(Stored entries)
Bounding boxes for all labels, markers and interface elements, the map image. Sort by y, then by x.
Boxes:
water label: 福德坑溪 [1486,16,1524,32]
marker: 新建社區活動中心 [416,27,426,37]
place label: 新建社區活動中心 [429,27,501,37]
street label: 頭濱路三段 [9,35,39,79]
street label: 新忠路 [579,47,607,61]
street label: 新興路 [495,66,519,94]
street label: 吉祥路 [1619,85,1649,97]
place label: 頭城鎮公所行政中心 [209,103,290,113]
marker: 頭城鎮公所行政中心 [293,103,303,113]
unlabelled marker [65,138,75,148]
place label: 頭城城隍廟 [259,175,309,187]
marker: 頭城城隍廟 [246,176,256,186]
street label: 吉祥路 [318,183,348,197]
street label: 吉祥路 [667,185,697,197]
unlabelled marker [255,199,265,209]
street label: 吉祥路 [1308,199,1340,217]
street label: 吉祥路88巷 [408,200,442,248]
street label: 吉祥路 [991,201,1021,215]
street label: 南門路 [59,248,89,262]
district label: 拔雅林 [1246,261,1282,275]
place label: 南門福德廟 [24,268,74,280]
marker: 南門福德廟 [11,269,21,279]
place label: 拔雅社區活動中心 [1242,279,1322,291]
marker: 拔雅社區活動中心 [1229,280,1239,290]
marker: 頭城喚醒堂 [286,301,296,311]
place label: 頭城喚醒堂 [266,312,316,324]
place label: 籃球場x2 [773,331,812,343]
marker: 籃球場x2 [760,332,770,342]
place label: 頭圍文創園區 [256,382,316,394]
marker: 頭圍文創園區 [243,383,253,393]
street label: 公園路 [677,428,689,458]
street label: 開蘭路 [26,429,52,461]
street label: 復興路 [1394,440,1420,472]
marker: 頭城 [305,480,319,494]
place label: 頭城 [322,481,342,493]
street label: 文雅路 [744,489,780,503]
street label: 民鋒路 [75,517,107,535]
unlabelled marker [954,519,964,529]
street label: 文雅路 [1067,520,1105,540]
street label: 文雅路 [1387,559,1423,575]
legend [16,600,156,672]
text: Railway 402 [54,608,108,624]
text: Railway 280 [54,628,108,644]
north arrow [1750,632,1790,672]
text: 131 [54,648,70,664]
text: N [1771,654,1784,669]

▶ WORK ITEM
The records above are to be returned exactly as they appear.

▶ REPLY
Bounding boxes for all labels, markers and interface elements, the map image. Sort by y, then by x.
Boxes:
water label: 福德坑溪 [1486,16,1524,32]
marker: 新建社區活動中心 [416,27,426,37]
place label: 新建社區活動中心 [429,27,501,37]
street label: 頭濱路三段 [9,35,39,79]
street label: 新忠路 [579,47,607,61]
street label: 新興路 [495,66,519,94]
street label: 吉祥路 [1619,85,1649,97]
place label: 頭城鎮公所行政中心 [209,103,290,113]
marker: 頭城鎮公所行政中心 [293,103,303,113]
unlabelled marker [65,138,75,148]
place label: 頭城城隍廟 [259,175,309,187]
marker: 頭城城隍廟 [246,176,256,186]
street label: 吉祥路 [318,183,348,197]
street label: 吉祥路 [667,185,697,197]
unlabelled marker [255,199,265,209]
street label: 吉祥路 [1308,199,1340,217]
street label: 吉祥路88巷 [408,200,442,248]
street label: 吉祥路 [991,201,1021,215]
street label: 南門路 [59,248,89,262]
district label: 拔雅林 [1246,261,1282,275]
place label: 南門福德廟 [24,268,74,280]
marker: 南門福德廟 [11,269,21,279]
place label: 拔雅社區活動中心 [1242,279,1322,291]
marker: 拔雅社區活動中心 [1229,280,1239,290]
marker: 頭城喚醒堂 [286,301,296,311]
place label: 頭城喚醒堂 [266,312,316,324]
place label: 籃球場x2 [773,331,812,343]
marker: 籃球場x2 [760,332,770,342]
place label: 頭圍文創園區 [256,382,316,394]
marker: 頭圍文創園區 [243,383,253,393]
street label: 公園路 [677,428,689,458]
street label: 開蘭路 [26,429,52,461]
street label: 復興路 [1394,440,1420,472]
marker: 頭城 [305,480,319,494]
place label: 頭城 [322,481,342,493]
street label: 文雅路 [744,489,780,503]
street label: 民鋒路 [75,517,107,535]
unlabelled marker [954,519,964,529]
street label: 文雅路 [1067,520,1105,540]
street label: 文雅路 [1387,559,1423,575]
legend [16,600,156,672]
text: Railway 402 [54,608,108,624]
text: Railway 280 [54,628,108,644]
north arrow [1750,632,1790,672]
text: 131 [54,648,70,664]
text: N [1771,654,1784,669]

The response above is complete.